_MATERIAL FOR THIS EXERCISE_.
..........
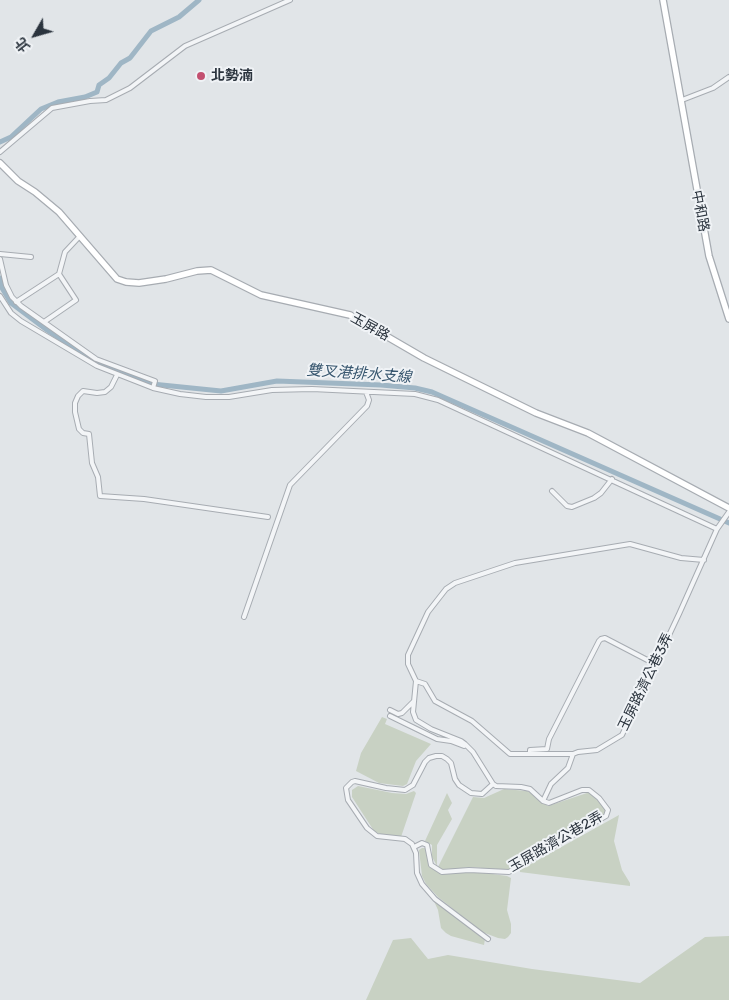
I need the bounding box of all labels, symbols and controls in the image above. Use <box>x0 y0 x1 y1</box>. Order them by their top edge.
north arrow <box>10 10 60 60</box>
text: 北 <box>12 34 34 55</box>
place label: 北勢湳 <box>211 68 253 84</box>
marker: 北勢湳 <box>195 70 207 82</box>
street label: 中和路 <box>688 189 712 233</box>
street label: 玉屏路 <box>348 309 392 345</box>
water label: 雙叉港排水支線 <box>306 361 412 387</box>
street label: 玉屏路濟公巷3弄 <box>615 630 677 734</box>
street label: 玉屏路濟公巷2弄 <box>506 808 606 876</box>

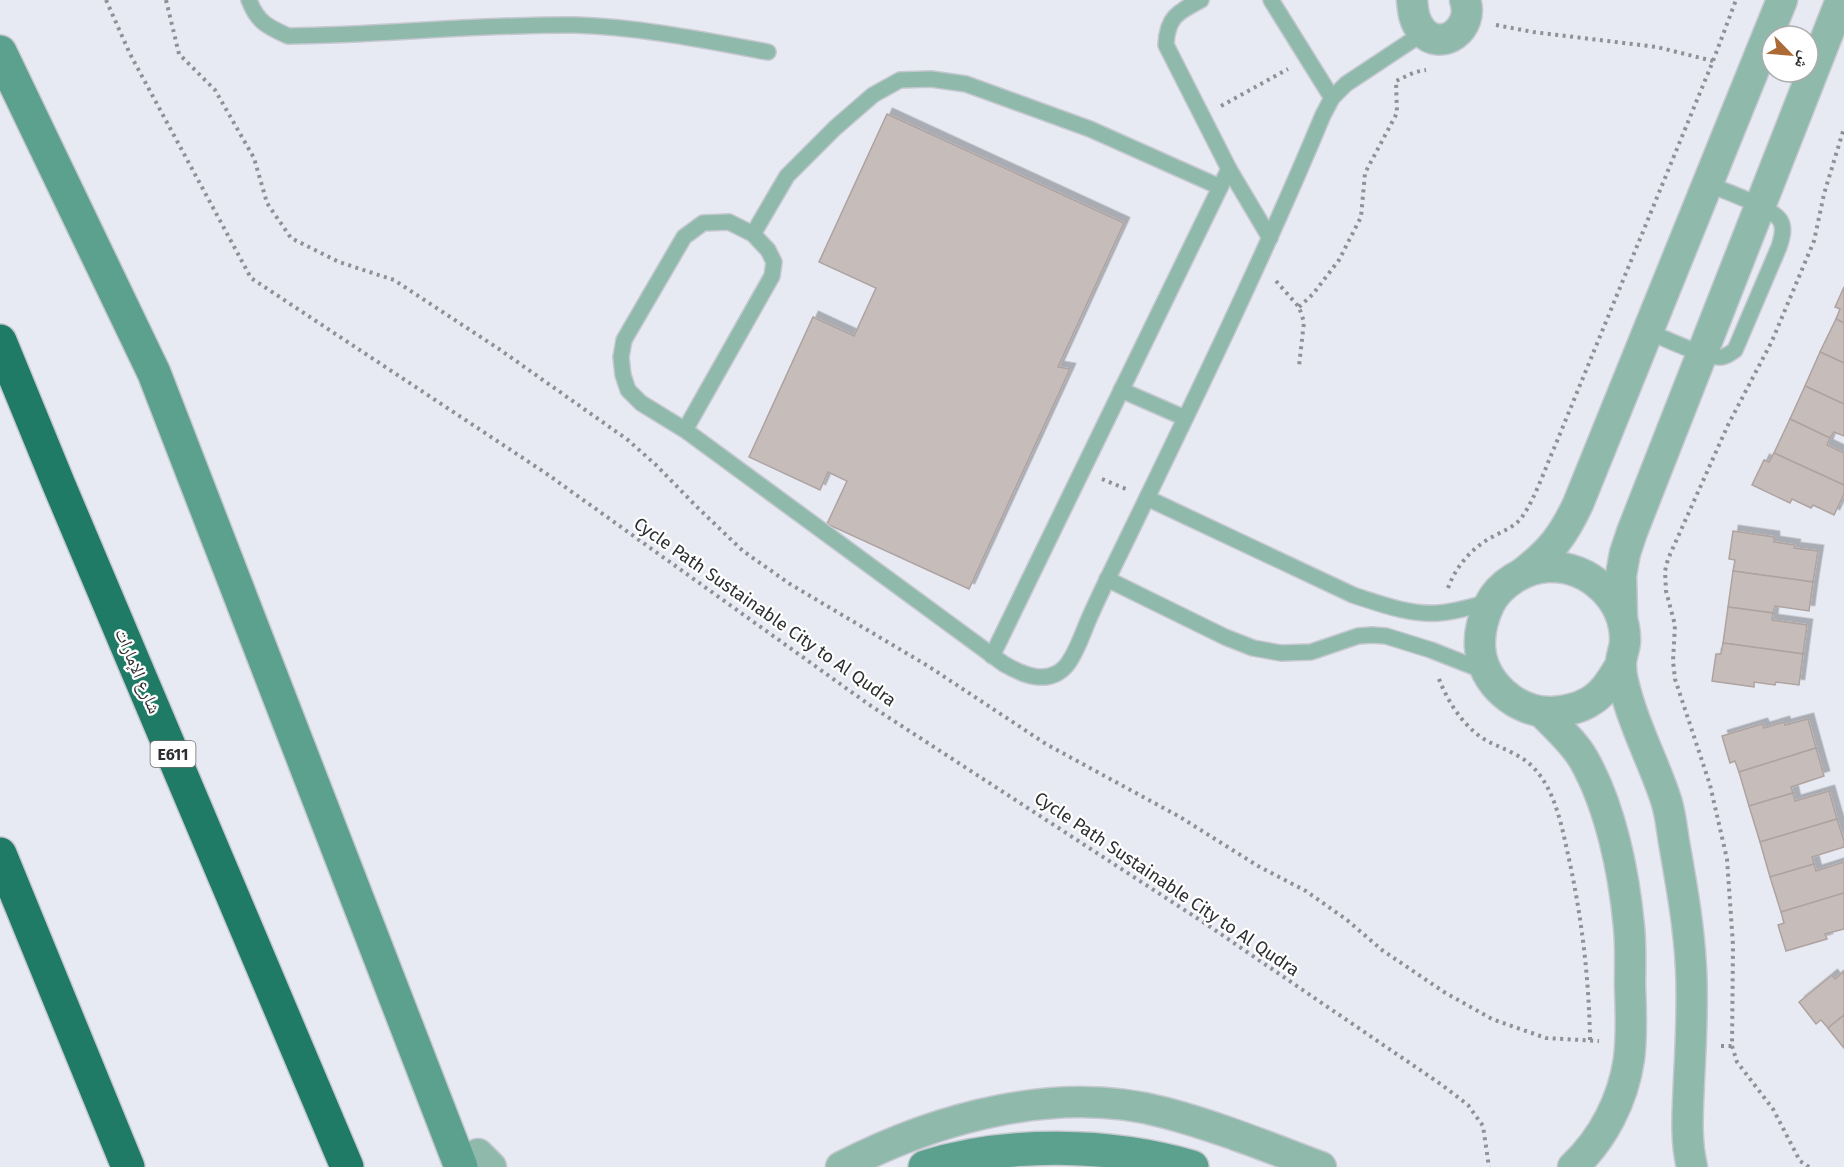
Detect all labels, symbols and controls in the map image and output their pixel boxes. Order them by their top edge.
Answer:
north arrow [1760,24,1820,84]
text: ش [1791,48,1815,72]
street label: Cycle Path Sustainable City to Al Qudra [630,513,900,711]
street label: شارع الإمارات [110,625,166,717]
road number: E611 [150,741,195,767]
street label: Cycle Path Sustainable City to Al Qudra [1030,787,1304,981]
..........
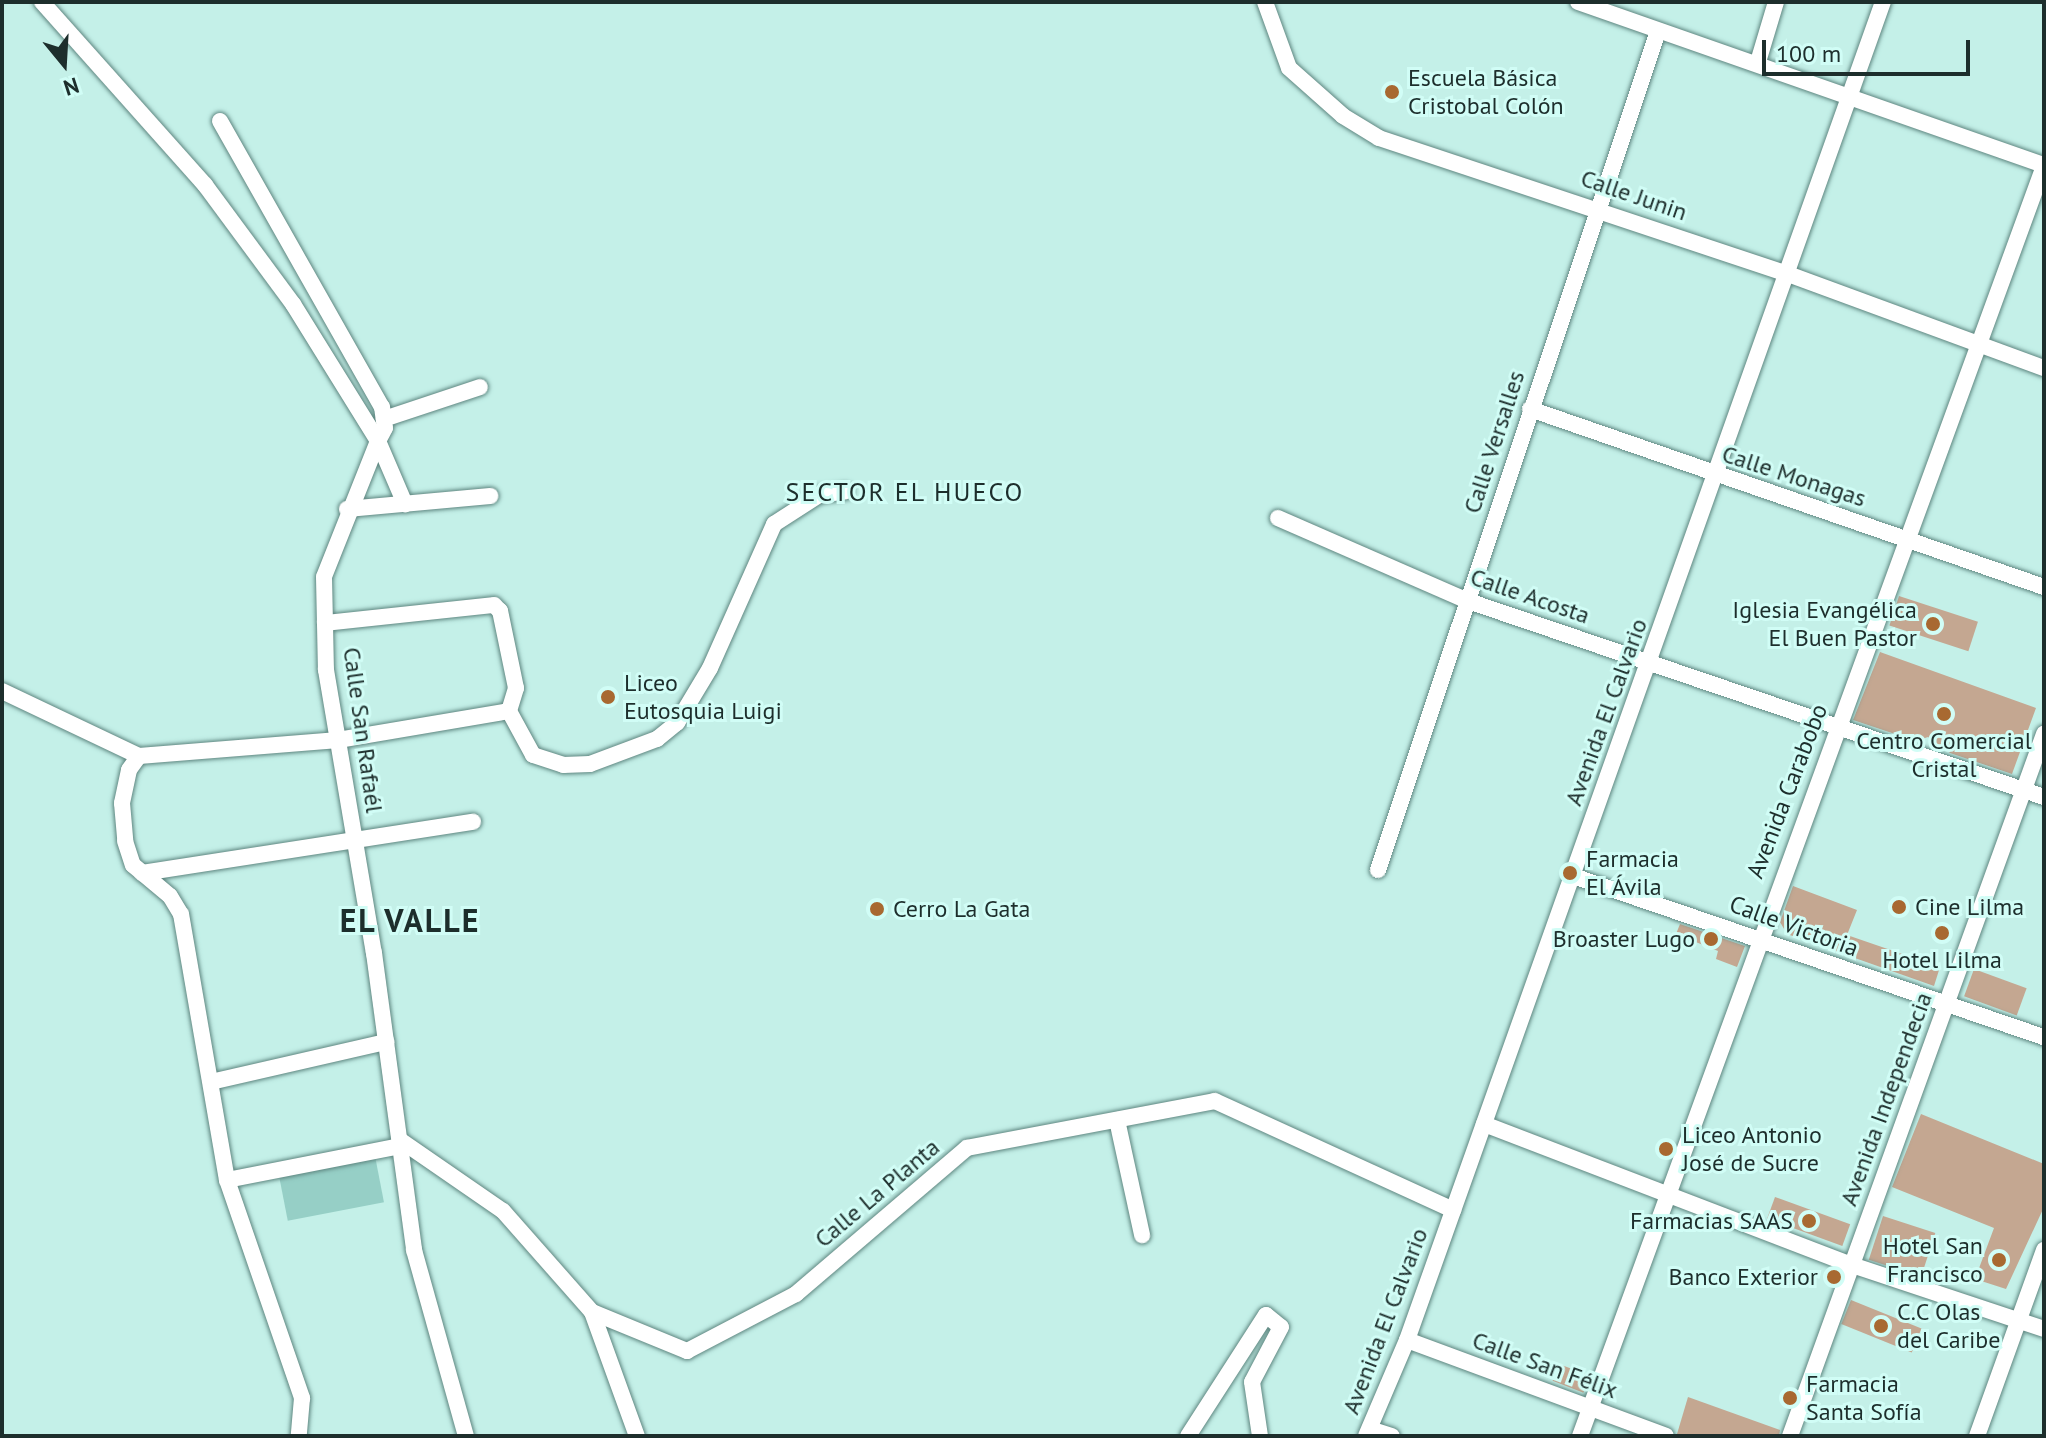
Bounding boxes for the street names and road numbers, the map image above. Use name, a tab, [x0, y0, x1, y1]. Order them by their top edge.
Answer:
..........
Beginning with the line above that contains "I need the bounding" and ending with the line that contains "Detect all labels, symbols", quote each line exactly, keeping out the pictures.

I need the bounding box of all labels, symbols and controls in the image above. Use <box>x0 y0 x1 y1</box>. Order them by their top edge.
north arrow <box>10 10 60 60</box>
text: 北 <box>12 34 34 55</box>
place label: 北勢湳 <box>211 68 253 84</box>
marker: 北勢湳 <box>195 70 207 82</box>
street label: 中和路 <box>688 189 712 233</box>
street label: 玉屏路 <box>348 309 392 345</box>
water label: 雙叉港排水支線 <box>306 361 412 387</box>
street label: 玉屏路濟公巷3弄 <box>615 630 677 734</box>
street label: 玉屏路濟公巷2弄 <box>506 808 606 876</box>

Detect all labels, symbols and controls in the map image and output their pixel boxes. Order them by their top edge.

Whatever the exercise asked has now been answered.